Configuration Options
upstream myapp {
# Round robin (default)
server 10.0.0.2:8080;
server 10.0.0.3:8080;
server 10.0.0.4:8080;
# Least connections - sends requests to server with fewest active connections
least_conn;
# IP hash - ensures same client reaches same server
ip_hash;
# Generic hash - hash based on arbitrary variable
hash $request_uri consistent;
}
Choose your load balancing method based on your backend characteristics. Least connections works well when request processing times vary significantly.

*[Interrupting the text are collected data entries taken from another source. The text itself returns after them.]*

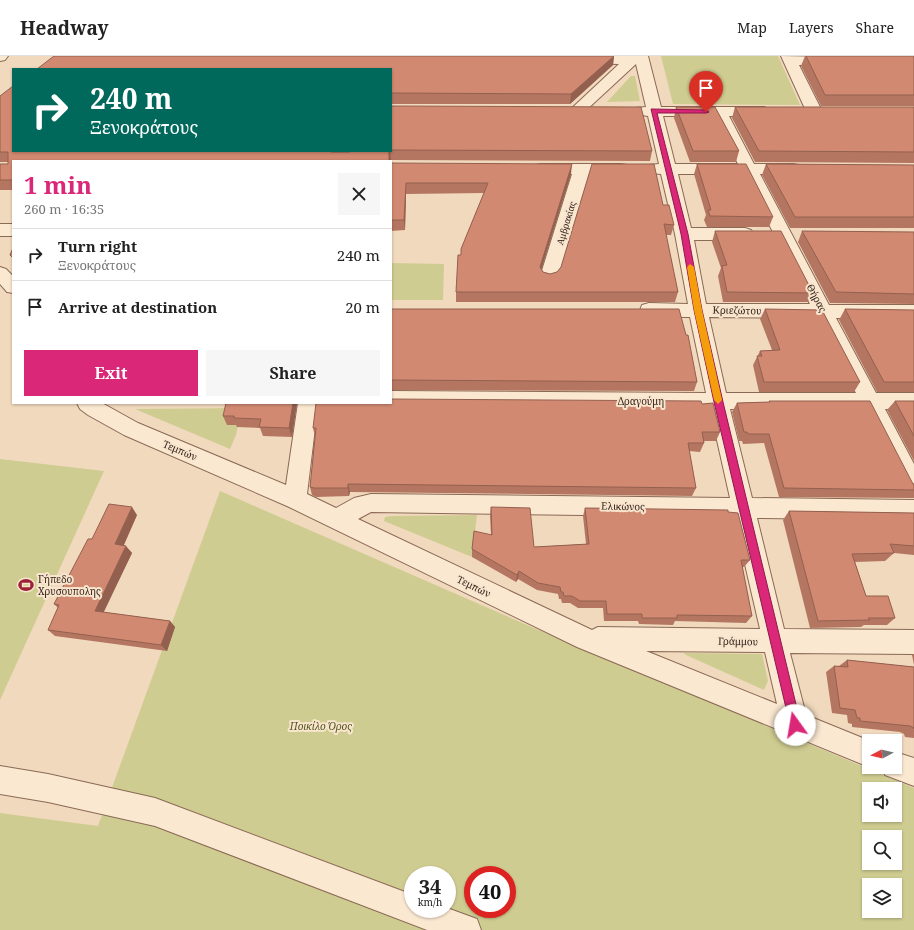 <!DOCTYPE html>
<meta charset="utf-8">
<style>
:root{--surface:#fff;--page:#f6f6f6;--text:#222;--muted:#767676;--line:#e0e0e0;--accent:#db2777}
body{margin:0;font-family:"Noto Serif",serif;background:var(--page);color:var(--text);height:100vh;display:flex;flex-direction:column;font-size:15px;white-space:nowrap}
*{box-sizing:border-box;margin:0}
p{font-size:13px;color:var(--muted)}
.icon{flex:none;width:22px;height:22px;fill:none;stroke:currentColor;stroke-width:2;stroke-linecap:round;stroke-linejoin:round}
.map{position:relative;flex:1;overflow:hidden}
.drawer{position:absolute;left:12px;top:104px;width:380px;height:244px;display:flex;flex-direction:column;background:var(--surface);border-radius:0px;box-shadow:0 1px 3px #0004}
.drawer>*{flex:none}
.top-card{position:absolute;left:12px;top:12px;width:380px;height:84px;border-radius:0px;box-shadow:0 1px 3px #0004;background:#00695c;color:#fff;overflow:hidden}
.needle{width:26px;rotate:263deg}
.tools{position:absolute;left:862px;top:678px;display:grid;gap:8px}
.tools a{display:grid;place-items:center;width:40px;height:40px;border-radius:0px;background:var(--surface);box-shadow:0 1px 3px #0004;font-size:20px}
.speed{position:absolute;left:404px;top:810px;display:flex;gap:8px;font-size:20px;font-weight:700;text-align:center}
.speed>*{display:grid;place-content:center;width:52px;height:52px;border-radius:50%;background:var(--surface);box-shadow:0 1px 3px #0004;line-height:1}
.speed small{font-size:10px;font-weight:400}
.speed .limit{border:6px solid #d22;background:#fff;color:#111}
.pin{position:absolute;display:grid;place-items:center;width:34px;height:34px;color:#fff;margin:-41px -17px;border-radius:50% 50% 50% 0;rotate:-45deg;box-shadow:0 0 4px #0007}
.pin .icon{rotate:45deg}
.me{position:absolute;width:44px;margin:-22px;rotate:347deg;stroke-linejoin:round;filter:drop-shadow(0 0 3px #0008)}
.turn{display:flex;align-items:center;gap:14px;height:84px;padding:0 12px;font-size:18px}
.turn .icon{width:52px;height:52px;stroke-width:2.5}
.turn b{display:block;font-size:28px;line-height:34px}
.round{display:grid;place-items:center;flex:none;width:42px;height:42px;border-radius:0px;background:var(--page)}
.headline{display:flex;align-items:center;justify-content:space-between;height:68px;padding:0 12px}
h1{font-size:24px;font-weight:700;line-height:30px;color:var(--accent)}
.action{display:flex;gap:8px;margin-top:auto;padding:8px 12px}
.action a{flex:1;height:46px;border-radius:0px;background:var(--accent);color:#fff;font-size:16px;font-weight:700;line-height:46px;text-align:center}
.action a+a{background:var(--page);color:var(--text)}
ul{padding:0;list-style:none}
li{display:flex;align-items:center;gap:12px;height:52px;padding:0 12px;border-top:1px solid var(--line)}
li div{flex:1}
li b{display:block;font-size:15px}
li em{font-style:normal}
header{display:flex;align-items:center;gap:24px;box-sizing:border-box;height:56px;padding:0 20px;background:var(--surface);border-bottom:1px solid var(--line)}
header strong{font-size:19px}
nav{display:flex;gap:22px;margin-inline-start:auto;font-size:14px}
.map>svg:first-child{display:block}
.green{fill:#cfcc91;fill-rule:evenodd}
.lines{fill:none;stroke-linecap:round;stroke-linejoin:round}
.minor-casing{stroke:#8a6955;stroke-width:2}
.minor{fill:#fbe8d1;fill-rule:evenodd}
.wall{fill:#b57661}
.shaded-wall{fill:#93604f}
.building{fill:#d28971;stroke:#93604f}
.route{fill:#db2777;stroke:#8e194d}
.slow{fill:#f59e0b}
.labels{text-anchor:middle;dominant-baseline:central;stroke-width:4;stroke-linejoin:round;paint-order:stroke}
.far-street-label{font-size:9px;fill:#38241b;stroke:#f8e5ce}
.street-label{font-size:10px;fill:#38241b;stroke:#f8e5ce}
.poi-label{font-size:10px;fill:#38241b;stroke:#f8e5ce;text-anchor:start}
.park-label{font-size:10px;font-style:italic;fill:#515620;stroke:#f8e5ce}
</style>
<header>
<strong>Headway</strong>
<nav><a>Map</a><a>Layers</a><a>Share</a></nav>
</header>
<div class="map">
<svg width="914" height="874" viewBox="0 0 914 874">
<rect width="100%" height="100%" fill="#f1d9be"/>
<path class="green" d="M661,0H778L800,49L673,48Z
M631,20H635L640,45L607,46Z
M391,207L444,208L443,244H391Z
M242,352L236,379L230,393L135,353Z
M0,403L104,415L0,644Z
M220,435L534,572L914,732V874H0V757L98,770ZM869,733H895V759H869ZM869,781H895V807H869ZM413,819H447V853H413ZM473,819H507V853H473ZM869,829H895V855H869Z
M477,459L472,501L384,465L385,461L391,460Z
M684,597L762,598L768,625L764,634L686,599Z"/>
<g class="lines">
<g class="minor-casing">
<path id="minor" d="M0,0H8L5,4L0,5Z
M584,0H648L661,51H764L769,53L772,56L769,59L764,61L729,60L754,108H793L799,109L801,113L799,117L793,118H760L829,249H914V263L836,262L876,337H914V353H885L914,408V438L906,436L864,353H730L752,442L914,444V464L757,462L784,573L914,574V598L790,597L806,659L870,685L869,711L577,591L287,450L124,379L88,359L80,353L77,347H102L138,367L286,429L298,347H318L307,438L336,452L354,442L371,438L730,442L710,353L391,351L383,347H391V335L706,337L690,261H649L642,259L640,254L642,249L649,247L688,248L675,178L661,118L649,117L647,113L649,109L659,108L648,60L635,58L632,55L635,52L646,51L636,8L582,58L577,60L572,58L569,55L572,52L619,8L580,7L578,4L580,1ZM663,60H714L738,108H675ZM678,118H743L810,248H706L694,184H745L751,182L754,178L751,174L745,172H691ZM709,261L817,262L856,337H726ZM371,456L734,461L760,573L598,571L592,574L358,463ZM646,595L765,596L777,648Z
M781,0L833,1L838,2L840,5L838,8L833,9H799L822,55L819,58L814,60L809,58L806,55Z
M541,108H621L627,109L629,113L627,117L621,118H589L558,221L555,225L549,227L543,225L540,221L572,118H541L535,117L533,113L535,109Z
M0,168H13V180H0Z
M0,211L6,213L13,220V237L7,236L0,228Z
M895,696L914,702V730L885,719L882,711H895Z
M0,710L48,718L155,742L413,839V853L447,852L477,863L481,874H427L155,770L48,746L0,738Z"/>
</g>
<use href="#minor" class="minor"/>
</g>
<path class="wall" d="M54,0H614L613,9L570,48H391V13Z
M805,0H914V50H821L801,10Z
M0,40L13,95H334V96H350V95H391V50L652,95L650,105L391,104L13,105V134H0V108H8V106H0Z
M676,51L739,95L736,106H690L674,62Z
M735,51H914V107L755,106L732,62Z
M391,107L571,118L541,213L543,216L550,218L557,216L663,149L674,169L671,179H666L678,236L675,246H456V236L461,199V193L484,137L406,138L405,174L391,175Z
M697,108L773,161L769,171H707L704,164L706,159L694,118Z
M766,108L914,109V172H790L762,119Z
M715,175L813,237L808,246H723L718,220L721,212L712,186Z
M802,175L914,176V248L830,247L798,186Z
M391,253L686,279L697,326L694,335L391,334Z
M765,253L860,326L854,336H759L753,309L760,295L772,294L760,263Z
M845,253L914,254V336H877L839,264Z
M769,345L914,428V442L779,441L764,387L743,388L742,385H739L732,356L737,347L769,346Z
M895,345H914V405L887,354Z
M297,347L292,381L263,380L260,372L237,371L236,369H227L223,360Z
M702,348L720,376L716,385H704V387L700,396L689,395L696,432L692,440L350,436L349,440L316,441L312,439L310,431L315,381L313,372Z
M491,451L534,491L586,488L583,460L585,452L728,456L750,504L744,511H742L752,560L746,567L675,565L673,569L639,568L638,565H604L603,552H578L570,547H562L561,543H559L558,538L537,534L518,523L516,526L472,501V493L491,479L490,459Z
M789,455L914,457V499L894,497L885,505L855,506L866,540L895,562L887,569H864L861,571L810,572L783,464Z
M137,459L124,489L132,497L103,556L170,565L175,571L167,595L55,580L48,574L58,552L54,548L92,483Z
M914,598V609L912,599Z
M847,604L914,611V682L905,681L904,678L900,676L852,671V668L848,667L847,659L832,657L826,616L834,610H839Z"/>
<path class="shaded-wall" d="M614,0L613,9L570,48L571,38Z
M389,95H390L391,104V105H389Z
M572,108L571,118L539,221L540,211Z
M406,127V138L405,174L404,164Z
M293,347H297L292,381L289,372Z
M348,428L350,436L349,440L348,432Z
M132,451L137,459L121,495L115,488Z
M126,490L132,497L101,562L95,555Z
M519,515L518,523L516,526L517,519Z
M170,565L175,571L167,595L161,589Z"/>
<path class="building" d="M54,0H614L571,38L391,37V13H37Z
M806,0H914V39H825Z
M13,30V95H331V96H350V95H389V105H13V124H0V108H8V96H0V40Z
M391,50L641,51L652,95L391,94Z
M676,51H715L739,95H693Z
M735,51H914V96L759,95Z
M391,107L572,108L540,211L543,216L550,218L557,216L561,211L592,108H654L663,149H669L674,169L664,168L678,236H456L458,199H461V193L488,127H406L404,164H391Z
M697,108H746L773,161L710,160L708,154H711Z
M766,108L914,109V161H795Z
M715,175H781L813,237L727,236L722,210L727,209Z
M802,175L914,176V238L836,236Z
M13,192V202L10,199Z
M391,253H679L686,279H688L697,326L391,324Z
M765,253L822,254L860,326H764L757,300H762L760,295L780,294Z
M845,253L914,254V326H884Z
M391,343L701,345L702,348L713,347L720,376H702L704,387H688L696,432L348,428V432H314L310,431L316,372H313L316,347H391Z
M769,345H870L913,428H914V434L784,432L769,378H748L747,376H744L737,347L770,346Z
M895,345H914V380Z
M226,347H293L289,372L259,371L261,363L234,362V360H223Z
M109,448L132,451L115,488L126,490L95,555L170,565L161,589L48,574L59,549L54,548L88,483H92Z
M491,451L530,452L534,491L589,488L585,452L728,454V456L738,457L750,504H741L752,560L677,559V562H642V558H607L606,545H580L572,540H564L563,536H561L560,531L538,527L519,515L517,519L472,493L474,475L492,479Z
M789,455L914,457V490L890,488L894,497L852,498L866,540H888L895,562H868L870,564L818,565Z
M847,604L914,611V673V672L910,670L860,665V662H857L855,654L840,652L834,610L848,611Z"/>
<path class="route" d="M651,53L706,54L709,56L706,57H657L688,178L702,254L723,346L801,669L799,673L795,674L791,673L790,669L714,346L694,254L681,178Z"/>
<path class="slow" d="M690,208L694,211L702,254L722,344L718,348L714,344L694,254L687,211Z"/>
<defs>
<g id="stadium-bare" transform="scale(1.2)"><path d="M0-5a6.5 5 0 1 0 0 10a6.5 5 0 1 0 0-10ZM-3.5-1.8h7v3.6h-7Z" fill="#9d2137" stroke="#f8e5ce" stroke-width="2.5" paint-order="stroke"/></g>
</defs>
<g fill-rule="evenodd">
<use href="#stadium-bare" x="26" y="529"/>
</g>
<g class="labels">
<g class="far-street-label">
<text transform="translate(566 167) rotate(-73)">Αμβρακίας</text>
</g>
<g class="street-label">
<text transform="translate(817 242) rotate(62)">Θήρας</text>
<text transform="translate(737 254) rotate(1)">Κριεζώτου</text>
<text x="641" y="345">Δραγούμη</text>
<text transform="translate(180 394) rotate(23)">Τεμπών</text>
<text transform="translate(623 450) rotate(1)">Ελικώνος</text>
<text transform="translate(474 530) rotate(26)">Τεμπών</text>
<text transform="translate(738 585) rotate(1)">Γράμμου</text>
</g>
<g class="poi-label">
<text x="38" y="523">Γήπεδο<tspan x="38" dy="12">Χρυσουπολης</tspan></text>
</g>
<g class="park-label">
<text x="321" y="670">Ποικίλο Όρος</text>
</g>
</g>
</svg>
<div class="tools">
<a><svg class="needle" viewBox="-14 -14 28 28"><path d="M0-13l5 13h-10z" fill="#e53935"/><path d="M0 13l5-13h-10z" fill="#767676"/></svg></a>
<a><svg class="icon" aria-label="sound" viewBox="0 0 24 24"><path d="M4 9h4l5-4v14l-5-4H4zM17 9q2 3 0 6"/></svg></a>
<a><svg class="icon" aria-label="search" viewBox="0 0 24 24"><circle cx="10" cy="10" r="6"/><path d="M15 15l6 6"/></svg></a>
<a><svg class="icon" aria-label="layers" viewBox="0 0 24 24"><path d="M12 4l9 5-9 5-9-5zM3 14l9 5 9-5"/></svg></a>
</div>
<div class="speed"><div>34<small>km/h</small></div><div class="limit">40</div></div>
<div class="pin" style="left:706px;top:56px;background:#d93025"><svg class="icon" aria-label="arrive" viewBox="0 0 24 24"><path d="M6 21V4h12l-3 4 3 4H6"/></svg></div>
<svg class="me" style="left:795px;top:669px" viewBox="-20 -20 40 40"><circle r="19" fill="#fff"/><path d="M0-13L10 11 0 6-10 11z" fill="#db2777"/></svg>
<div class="top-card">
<div class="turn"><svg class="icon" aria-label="right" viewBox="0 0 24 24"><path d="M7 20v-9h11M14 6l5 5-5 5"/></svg><div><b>240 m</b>Ξενοκράτους</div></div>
</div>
<section class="drawer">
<div class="headline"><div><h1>1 min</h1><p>260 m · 16:35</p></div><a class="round"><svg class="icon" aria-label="close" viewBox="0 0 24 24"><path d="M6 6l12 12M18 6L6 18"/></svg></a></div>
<ul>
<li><svg class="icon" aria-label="right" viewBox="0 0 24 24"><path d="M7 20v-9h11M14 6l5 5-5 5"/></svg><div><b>Turn right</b><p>Ξενοκράτους</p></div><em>240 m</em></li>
<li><svg class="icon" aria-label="arrive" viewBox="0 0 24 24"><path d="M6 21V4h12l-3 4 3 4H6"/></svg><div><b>Arrive at destination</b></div><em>20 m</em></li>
</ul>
<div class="action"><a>Exit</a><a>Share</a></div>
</section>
</div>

IP hash maintains session persistence when your application does not support external session stores. Hash-based distribution suits caching scenarios where consistent backend assignment improves cache hit rates.
Health Checks
Nginx Plus includes active health checks, but open-source Nginx achieves similar results through the max_fails and fail_timeout parameters:
upstream backend {
server 10.0.0.2:8080 max_fails=3 fail_timeout=30s;
server 10.0.0.3:8080 max_fails=3 fail_timeout=30s;
server 10.0.0.4:8080 max_fails=3 fail_timeout=30s;
}
If a server fails to respond fail_timeout times within the specified period, Nginx marks it as unavailable for the duration. This automatic detection ensures requests route to healthy servers while failed servers recover.
Conclusion
Nginx reverse proxy configurations range from simple single-server forwarding to complex multi-domain architectures with advanced routing and load balancing. The patterns in this guide provide foundations that adapt to your specific requirements.
Continue exploring Nginx capabilities as your infrastructure grows. Consider implementing caching layers for static content, rate limiting for API protection, and logging configurations that aid troubleshooting. Each feature you master improves your ability to build robust, performant infrastructure.